Remake di un film giapponese diretto da Hideo Nakata e tratto da un racconto di Koji Suzuki (collaboratore dello stesso Nakata ai tempi di
The ring). Dark Water
racconta l’orrore della quotidianità, i fantasmi che scaturiscono dalle difficoltà della vita. Agli autori interessa il rapporto genitori ? figli: i fantasmi sembrano la materializzazione spettrale delle ansie e degli irrisolti prodotti da storie di vita più che tormentate. L’abbandono dei figli da parte dei genitori è la matrice dell’orrore. Non solo, il contesto urbano, alienante e misero come spesso è nella periferia delle grandi metropoli, partecipa della costruzione dell’orrore e lo dilata. L’isolamento degli individui e lo squallore degli ambienti diventano ossessione e tracimano nel paranormale. Come le menti dei protagonisti, costretti a una dolorosa spola fra la lucidità e la perdita di sé.
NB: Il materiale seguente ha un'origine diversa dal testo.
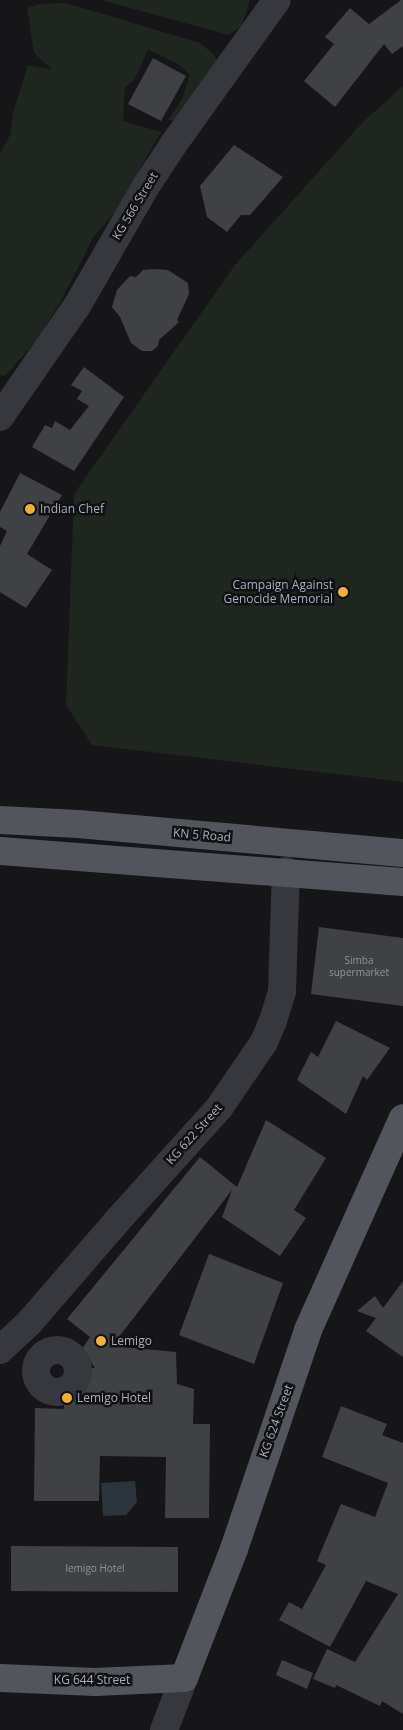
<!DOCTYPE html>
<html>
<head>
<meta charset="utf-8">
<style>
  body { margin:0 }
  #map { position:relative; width:403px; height:1730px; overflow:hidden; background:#161618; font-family:"Open Sans",sans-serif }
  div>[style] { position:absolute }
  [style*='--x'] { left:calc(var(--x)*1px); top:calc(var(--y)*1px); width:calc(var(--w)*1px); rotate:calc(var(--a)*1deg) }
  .green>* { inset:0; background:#1e261f }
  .water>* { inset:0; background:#2c353c }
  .building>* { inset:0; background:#404145 }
  .minor>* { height:28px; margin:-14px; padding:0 14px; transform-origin:14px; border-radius:14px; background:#37383d }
  .minor>.ring { margin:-14px; padding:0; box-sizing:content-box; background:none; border:28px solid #37383d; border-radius:50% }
  .major>* { height:28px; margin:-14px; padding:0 14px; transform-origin:14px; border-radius:14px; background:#53555c }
  .dots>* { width:14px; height:14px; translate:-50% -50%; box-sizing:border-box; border:2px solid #111113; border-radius:50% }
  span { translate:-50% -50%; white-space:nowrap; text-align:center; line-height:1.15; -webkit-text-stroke:5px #111113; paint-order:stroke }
  .number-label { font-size:10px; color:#8e929b }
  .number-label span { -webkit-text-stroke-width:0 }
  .street-label { font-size:12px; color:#a8adb8 }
  .poi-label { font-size:12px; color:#a8adb8 }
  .left { translate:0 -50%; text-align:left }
  .right { translate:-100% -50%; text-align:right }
</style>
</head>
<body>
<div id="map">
  <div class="green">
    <i style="clip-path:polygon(101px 0,250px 0,242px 25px,229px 35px)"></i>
    <i style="clip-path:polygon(66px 3px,200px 43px,213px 54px,221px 66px,183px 123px,168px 120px,182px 99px,190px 75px,178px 64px,148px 49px,135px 79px,125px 87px,123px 121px,161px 132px,116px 211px,94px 236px,61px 301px,38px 339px,5px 376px,0 375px,0 154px,10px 135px,13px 113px,28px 65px,53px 70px,34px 53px,27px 8px,40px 4px)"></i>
    <i style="clip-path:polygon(403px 86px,403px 782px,92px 745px,66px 705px,74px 494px,235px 265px,363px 122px)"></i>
  </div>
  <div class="water">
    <i style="clip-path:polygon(135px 1481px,137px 1502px,126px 1515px,103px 1516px,101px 1483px)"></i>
  </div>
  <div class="building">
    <i style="clip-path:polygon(401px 0,403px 0,403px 46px,392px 54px,384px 44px,335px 107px,304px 81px,334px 44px,325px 37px,350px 8px,369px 24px)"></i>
    <i style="clip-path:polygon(153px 58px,186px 76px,161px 121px,128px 104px)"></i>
    <i style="clip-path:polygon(234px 145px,283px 177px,250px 215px,241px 215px,227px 232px,207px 217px,200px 186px)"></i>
    <i style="clip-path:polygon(155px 269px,168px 270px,188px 283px,189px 294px,177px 320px,179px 322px,159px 340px,158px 346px,152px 351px,142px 351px,131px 343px,120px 317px,112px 307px,117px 290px,130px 276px,136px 277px,143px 270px)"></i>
    <i style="clip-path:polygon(84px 367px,124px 397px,74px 471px,32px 447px,45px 425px,52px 428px,55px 421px,70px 430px,89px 406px,77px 399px,82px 391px,71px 385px)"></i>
    <i style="clip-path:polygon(20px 473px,62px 495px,27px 554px,52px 570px,26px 608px,0 592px,0 546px,7px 531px,0 527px,0 512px)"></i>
    <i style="clip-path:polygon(319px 927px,403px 938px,403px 1006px,311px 994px)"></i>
    <i style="clip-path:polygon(336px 1021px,390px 1048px,367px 1080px,363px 1076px,346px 1114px,297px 1080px,311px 1052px,318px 1057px)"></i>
    <i style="clip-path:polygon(266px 1120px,326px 1158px,294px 1210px,306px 1218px,280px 1256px,222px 1217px,232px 1190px,112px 1346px,176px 1352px,177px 1384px,194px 1389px,193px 1424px,210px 1424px,209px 1518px,165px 1518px,166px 1457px,100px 1456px,99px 1501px,34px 1501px,35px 1408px,64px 1409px,64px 1368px,95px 1368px,82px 1349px,90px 1337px,67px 1319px,200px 1157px,237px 1187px)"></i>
    <i style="clip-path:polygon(209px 1254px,283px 1283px,254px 1364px,179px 1335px)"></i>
    <i style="clip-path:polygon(403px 1281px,403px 1357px,366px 1331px,376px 1318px,357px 1311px,375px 1296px,383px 1308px)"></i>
    <i style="clip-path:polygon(341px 1406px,387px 1424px,382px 1435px,403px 1443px,403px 1714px,382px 1701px,380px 1706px,336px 1685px,335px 1688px,313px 1679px,327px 1649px,355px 1662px,398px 1594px,366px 1581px,330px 1647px,279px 1620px,289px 1602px,302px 1609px,326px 1565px,317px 1561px,341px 1504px,375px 1517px,388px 1483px,322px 1457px)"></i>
    <i style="clip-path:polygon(11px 1546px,178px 1547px,178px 1592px,11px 1591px)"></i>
    <i style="clip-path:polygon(282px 1660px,313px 1673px,307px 1689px,276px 1675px)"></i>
  </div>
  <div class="minor">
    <i style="--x:0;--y:417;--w:135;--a:-55.3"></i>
    <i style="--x:77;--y:306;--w:138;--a:-60.1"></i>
    <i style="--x:146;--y:186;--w:49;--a:-56.6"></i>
    <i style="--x:173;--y:145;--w:178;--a:-54.4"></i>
    <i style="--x:0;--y:1350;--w:40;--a:-43"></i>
    <i style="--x:29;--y:1323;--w:136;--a:-49.2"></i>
    <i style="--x:118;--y:1220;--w:151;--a:-48"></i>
    <i style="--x:219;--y:1108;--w:80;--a:-55.7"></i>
    <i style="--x:264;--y:1042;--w:23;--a:-67"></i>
    <i style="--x:273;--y:1021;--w:31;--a:-73"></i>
    <i style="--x:282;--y:991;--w:120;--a:-88.1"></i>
    <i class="ring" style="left:36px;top:1350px;width:14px;height:14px"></i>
    <i style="--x:164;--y:1730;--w:56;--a:-69"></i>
  </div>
  <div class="major">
    <i style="--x:0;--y:820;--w:78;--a:2.9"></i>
    <i style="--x:78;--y:824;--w:326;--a:5.1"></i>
    <i style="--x:0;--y:851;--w:404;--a:4.4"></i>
    <i style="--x:0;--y:1678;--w:95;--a:2.4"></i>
    <i style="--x:95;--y:1682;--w:89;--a:-2.6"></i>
    <i style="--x:184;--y:1678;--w:138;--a:-68.8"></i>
    <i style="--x:234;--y:1549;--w:231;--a:-71.3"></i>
    <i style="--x:308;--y:1330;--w:232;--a:-65.9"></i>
  </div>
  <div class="dots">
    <i style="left:30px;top:509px;background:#f2b134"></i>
    <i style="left:343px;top:592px;background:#f2b134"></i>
    <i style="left:101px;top:1341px;background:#f2b134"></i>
    <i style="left:67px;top:1398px;background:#f2b134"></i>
  </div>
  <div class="number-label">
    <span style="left:359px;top:966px">Simba<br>supermarket</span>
    <span style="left:95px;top:1569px">lemigo Hotel</span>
  </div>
  <div class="street-label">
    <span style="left:135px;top:206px;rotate:-59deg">KG 566 Street</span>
    <span style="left:202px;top:835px;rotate:5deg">KN 5 Road</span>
    <span style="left:194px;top:1134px;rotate:-48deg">KG 622 Street</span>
    <span style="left:276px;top:1421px;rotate:-70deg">KG 624 Street</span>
    <span style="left:92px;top:1680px">KG 644 Street</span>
  </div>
  <div class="poi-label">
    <span class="left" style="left:40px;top:509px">Indian Chef</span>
    <span class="right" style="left:333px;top:592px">Campaign Against<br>Genocide Memorial</span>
    <span class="left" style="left:111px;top:1341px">Lemigo</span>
    <span class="left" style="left:77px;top:1398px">Lemigo Hotel</span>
  </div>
</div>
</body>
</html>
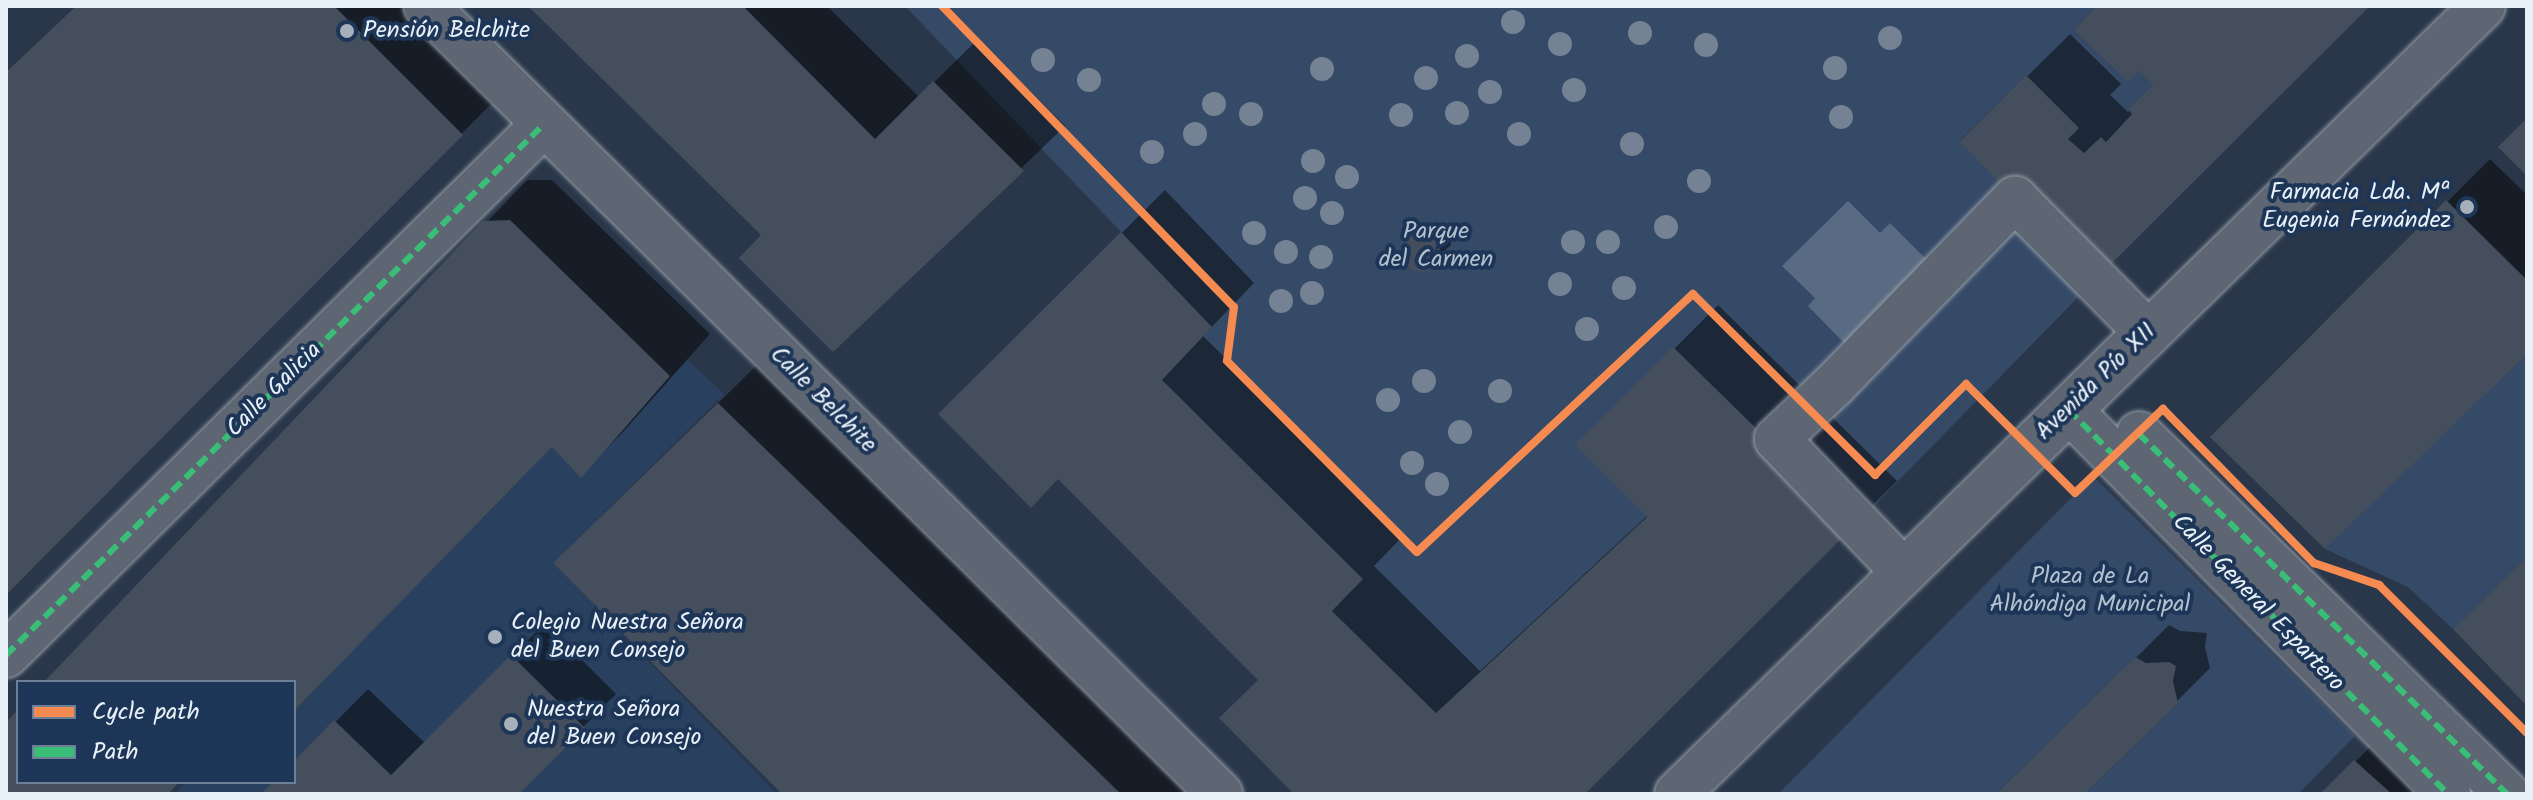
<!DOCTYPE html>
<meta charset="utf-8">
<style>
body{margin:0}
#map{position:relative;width:2533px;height:800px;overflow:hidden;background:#2a374a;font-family:Kalam,sans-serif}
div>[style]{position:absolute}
.built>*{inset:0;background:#2a405f}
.green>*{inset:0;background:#354a67}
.water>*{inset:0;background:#586b83}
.shadow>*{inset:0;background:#0007}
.building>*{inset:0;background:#444e5c}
.round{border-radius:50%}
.roads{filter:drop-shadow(0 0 2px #959da7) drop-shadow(0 0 2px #959da7)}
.minor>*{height:44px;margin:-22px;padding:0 22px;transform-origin:22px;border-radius:22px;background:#5d6672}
.quiet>*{height:6px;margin-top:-3px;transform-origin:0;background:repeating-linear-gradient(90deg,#3abd76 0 12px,transparent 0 18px)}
.cycleway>*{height:8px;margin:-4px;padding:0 4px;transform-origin:4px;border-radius:4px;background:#f68b52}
.trees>*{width:24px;height:24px;margin:-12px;border-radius:50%;background:#758293}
.dots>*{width:22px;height:22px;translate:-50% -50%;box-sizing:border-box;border:4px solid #1d3557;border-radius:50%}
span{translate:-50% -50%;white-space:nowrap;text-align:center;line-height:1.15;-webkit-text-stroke:8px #1d3557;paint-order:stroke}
.poi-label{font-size:24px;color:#e8f1f8}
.left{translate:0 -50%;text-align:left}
.right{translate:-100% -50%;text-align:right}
.park-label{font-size:24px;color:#b3c0ce}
.street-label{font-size:24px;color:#e8f1f8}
.frame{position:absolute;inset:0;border:8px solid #e8f1f8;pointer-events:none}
.legend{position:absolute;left:16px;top:680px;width:280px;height:104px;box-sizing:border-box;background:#1d3557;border:2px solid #6e8097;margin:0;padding:10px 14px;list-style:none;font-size:24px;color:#e8f1f8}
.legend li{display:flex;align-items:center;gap:16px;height:40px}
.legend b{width:40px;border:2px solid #6e8097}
</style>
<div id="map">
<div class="built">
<div style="clip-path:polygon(687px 359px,724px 394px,553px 563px,777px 794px,175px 794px,185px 782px,294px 782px,294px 711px,552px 447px,581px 477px)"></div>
</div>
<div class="green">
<div style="clip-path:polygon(905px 6px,2097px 6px,2074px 30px,2128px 82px,2139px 71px,2153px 85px,2128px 109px,2132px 114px,2106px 142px,2101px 137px,2084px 153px,2068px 139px,2079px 128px,2026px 75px,1959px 141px,2095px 280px,1855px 525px,1576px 445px,1647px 517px,1436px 713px,1332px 611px,1162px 380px,1212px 327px)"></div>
<div style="clip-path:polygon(2527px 347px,2527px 557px,2453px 629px,2408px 587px,2325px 549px)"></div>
<div style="clip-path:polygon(2093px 476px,2355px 736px,2298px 794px,2085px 794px,2178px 703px,2173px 681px,2176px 666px,2146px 663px,2135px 657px,1996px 794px,1778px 794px)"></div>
</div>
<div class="water">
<div style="clip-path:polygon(1848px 201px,1880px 233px,1890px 223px,1936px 269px,1853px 352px,1808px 306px,1815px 298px,1782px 266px)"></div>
</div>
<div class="shadow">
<div style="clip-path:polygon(76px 6px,420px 6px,504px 91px,6px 593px,6px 72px)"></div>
<div style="clip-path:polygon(531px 6px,827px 6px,919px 97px,978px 39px,1065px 126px,833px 350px,764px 235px)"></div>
<div style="clip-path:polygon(2100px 6px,2367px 6px,2095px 277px,1961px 142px,2070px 34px,2121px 84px,2110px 95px,2128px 112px,2155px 84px)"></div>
<div style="clip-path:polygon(2490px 159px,2527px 195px,2527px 351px,2213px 437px)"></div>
<div style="clip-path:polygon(527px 180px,552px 180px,710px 334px,622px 433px,581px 475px,552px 444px,294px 709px,294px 682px,47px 682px)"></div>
<div style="clip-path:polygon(1165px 190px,1254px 283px,1203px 336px,1404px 535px,1374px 566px,1480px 671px,1648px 515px,1578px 445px,1718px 305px,1897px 481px,1582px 794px,1297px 794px,1260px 680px,1059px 477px,940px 414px)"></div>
<div style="clip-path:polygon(1442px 223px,1450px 229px,1451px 245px,1424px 269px,1414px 268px,1407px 260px,1405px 249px,1425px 225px)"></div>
<div style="clip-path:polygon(760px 362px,1205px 794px,785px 794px,597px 522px)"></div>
<div style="clip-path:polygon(545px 623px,616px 694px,516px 794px,264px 794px,276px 782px,294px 782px,294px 764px,368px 689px,425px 743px)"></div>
<div style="clip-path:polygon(2169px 625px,2180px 631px,2207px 633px,2205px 647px,2210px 668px,2177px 701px,2082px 794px,1999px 794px)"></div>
<div style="clip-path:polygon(2393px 724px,2471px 794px,2323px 794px)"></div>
</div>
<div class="building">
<div style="clip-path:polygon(76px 6px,334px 6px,463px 135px,6px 595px,6px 72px)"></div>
<div style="clip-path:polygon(528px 6px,743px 6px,875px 139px,933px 81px,1024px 171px,833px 352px,739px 258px,761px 235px)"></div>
<div style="clip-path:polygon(2097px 6px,2370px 6px,2095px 280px,1959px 142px,2026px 75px,2079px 128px,2068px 139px,2084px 153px,2101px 137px,2106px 142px,2132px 114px,2128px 109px,2153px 85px,2139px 71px,2128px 82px,2074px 30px)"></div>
<div style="clip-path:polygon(2527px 118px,2527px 176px,2498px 147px)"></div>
<div style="clip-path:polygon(2446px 200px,2527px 280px,2527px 354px,2325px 549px,2210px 437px)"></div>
<div style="clip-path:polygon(510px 220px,670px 376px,581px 478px,552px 447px,294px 711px,294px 682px,44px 682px,483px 221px)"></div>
<div style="clip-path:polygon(1121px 232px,1212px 327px,1162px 380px,1363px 579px,1332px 611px,1436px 713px,1647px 517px,1575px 445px,1673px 347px,1855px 525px,1585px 794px,1294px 794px,1219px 718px,1258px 680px,1058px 479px,1031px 508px,938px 414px)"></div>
<div class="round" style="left:1402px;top:234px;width:38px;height:38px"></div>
<div style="clip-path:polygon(718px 403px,1121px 794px,782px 794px,553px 563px)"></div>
<div style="clip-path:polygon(2527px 557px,2527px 706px,2453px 629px)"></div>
<div style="clip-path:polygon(511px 655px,585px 728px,519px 794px,261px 794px,273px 782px,294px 782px,294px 761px,334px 720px,391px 775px)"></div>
<div style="clip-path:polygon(2135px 657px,2146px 663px,2169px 662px,2176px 666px,2173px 681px,2178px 703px,2085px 794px,1996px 794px)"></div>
<div style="clip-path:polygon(18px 710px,18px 782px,179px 782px,168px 794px,6px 794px,6px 722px)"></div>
<div style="clip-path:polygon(2354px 760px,2392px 794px,2320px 794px)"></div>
</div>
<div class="roads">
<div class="minor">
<div style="left:426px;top:6px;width:1119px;rotate:44.78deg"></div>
<div style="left:2015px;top:199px;width:187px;rotate:45.2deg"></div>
<div style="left:2147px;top:332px;width:342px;rotate:135.4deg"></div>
<div style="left:1904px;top:572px;width:184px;rotate:-133.7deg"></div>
<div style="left:1777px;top:439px;width:79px;rotate:-43.5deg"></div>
<div style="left:1834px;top:385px;width:260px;rotate:-45.8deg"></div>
<div style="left:2069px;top:410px;width:540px;rotate:45.38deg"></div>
<div style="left:2139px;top:434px;width:515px;rotate:44.37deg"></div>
<div style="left:6px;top:655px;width:754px;rotate:-44.62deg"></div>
<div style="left:1677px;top:794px;width:1127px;rotate:-44.35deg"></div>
</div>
</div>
<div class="quiet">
<div style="left:2069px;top:410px;width:540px;rotate:45.38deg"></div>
<div style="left:2139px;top:434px;width:515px;rotate:44.37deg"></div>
<div style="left:6px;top:655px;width:754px;rotate:-44.62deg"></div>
</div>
<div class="cycleway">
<div style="left:942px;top:6px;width:419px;rotate:45.9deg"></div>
<div style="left:1234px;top:307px;width:54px;rotate:97.4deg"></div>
<div style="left:1227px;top:361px;width:269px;rotate:45.2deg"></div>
<div style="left:1417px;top:552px;width:378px;rotate:-43.1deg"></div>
<div style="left:1693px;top:294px;width:257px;rotate:44.8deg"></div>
<div style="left:1875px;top:475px;width:129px;rotate:-45deg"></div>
<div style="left:1966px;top:384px;width:154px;rotate:45deg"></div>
<div style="left:2075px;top:493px;width:122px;rotate:-43.7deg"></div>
<div style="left:2163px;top:409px;width:216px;rotate:45.6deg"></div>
<div style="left:2314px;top:563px;width:69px;rotate:18.7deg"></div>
<div style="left:2379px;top:585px;width:209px;rotate:45deg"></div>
</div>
<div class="trees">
<div style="left:1513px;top:22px"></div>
<div style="left:1640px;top:33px"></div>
<div style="left:1890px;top:38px"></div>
<div style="left:1560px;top:44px"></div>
<div style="left:1706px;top:45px"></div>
<div style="left:1467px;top:56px"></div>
<div style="left:1043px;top:60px"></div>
<div style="left:1835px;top:68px"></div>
<div style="left:1322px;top:69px"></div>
<div style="left:1426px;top:78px"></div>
<div style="left:1089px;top:80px"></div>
<div style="left:1574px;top:90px"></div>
<div style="left:1490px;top:92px"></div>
<div style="left:1214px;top:104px"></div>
<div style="left:1457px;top:113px"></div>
<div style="left:1251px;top:114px"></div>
<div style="left:1401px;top:115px"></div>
<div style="left:1841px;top:117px"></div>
<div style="left:1195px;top:134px"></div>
<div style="left:1519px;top:134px"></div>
<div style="left:1632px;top:144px"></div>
<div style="left:1152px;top:152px"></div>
<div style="left:1313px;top:161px"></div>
<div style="left:1347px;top:177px"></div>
<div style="left:1699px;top:181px"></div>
<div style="left:1305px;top:198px"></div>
<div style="left:1332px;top:213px"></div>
<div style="left:1666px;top:227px"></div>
<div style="left:1254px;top:233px"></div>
<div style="left:1573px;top:242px"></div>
<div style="left:1608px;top:242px"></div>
<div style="left:1286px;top:252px"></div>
<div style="left:1321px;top:257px"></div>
<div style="left:1560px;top:284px"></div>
<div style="left:1624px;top:288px"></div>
<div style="left:1312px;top:293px"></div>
<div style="left:1281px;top:301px"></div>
<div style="left:1587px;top:329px"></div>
<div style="left:1424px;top:381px"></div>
<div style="left:1500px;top:391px"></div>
<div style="left:1388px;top:400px"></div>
<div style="left:1460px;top:432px"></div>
<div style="left:1412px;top:463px"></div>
<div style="left:1437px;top:484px"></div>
</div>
<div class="dots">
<div style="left:347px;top:31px;background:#a6b0bb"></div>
<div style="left:2467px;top:207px;background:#a6b0bb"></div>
<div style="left:495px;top:637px;background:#a6b0bb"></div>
<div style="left:511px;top:724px;background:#a6b0bb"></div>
</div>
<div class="poi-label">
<span class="left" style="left:363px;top:31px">Pensión Belchite</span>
<span class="right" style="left:2451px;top:207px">Farmacia Lda. Mª<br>Eugenia Fernández</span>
<span class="left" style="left:511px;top:637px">Colegio Nuestra Señora<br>del Buen Consejo</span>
<span class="left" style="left:527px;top:724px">Nuestra Señora<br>del Buen Consejo</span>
</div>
<div class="park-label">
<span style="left:1436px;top:246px">Parque<br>del Carmen</span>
<span style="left:2090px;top:591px">Plaza de La<br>Alhóndiga Municipal</span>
</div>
<div class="street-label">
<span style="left:2096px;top:382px;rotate:-44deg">Avenida Pío XII</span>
<span style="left:274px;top:390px;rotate:-45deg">Calle Galicia</span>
<span style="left:823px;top:400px;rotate:45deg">Calle Belchite</span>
<span style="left:2258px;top:603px;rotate:46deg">Calle General Espartero</span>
</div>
<div class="frame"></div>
<ul class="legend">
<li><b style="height:10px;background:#f68b52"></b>Cycle path</li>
<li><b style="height:10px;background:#3abd76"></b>Path</li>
</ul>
</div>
Walter Salles (Central do Brasil e

I diari della motocicletta)
è alla sua prima prova col genere horror, oltre che all’esordio in una produzione hollywoodiana. La regia, aiutata da una fotografia livida, è piuttosto riuscita nella costruzione delle scene di tensione. Ma il risultato complessivo non spaventa veramente. Si tratta di variazioni condominiali sul tema della casa stregata: ascensori incantati, voci lontane, appartamenti abitati da presenze, un custode inquietante. Anche il leit motiv dell’acqua scura che filtra dai soffitti è a suo modo già visto, o diviene quasi comico in alcune situazioni.
The Ring
è un’altra cosa, ma non era questo l’intento di Salles.

Ciò che funziona bene, invece, è la fusione fra la dimensione dell’orrore quotidiano e quello sovrannaturale. I due piani sono risolti con coerenza e ritmo dalla sceneggiatura. Jennifer Connelly dà una buona prova di sé, ma impressionano per bravura le due bambine, Ariel Gade e Perla Haney-Jardine. In realtà, tutto il cast è ben scelto per rappresentare i volti della periferia geografica e umana, dal portinaio, al signor Murray, fino all’avvocato Platzer che nasconde sotto barba e occhialoni il volto consolante di Tim Roth. Oproprio questa umanità provata dalla vita che, intrecciandosi con le storie di Dahlia e Cecilia, dà spessore umano al racconto.

Un film, dunque, che non riesce a regalare una vera tensione, ostacolato com’è dalla ripetitività dei
topoi
dell’horror qui sfruttati. In questo senso la confezione e il lancio del film rischiano di richiamare una tipologia di spettatori che resterebbe delusa. Ma il valore di questa pellicola risiede nella capacità di tessere le ansie individuali con la manifestazione dell’orrore e di legare questi ultimi al contesto urbano. L’esito è la nobilitazione (relativa) di una pellicola che frequenta l’horror tradizionale riuscendo a raccontare frammenti di disagio contemporaneo.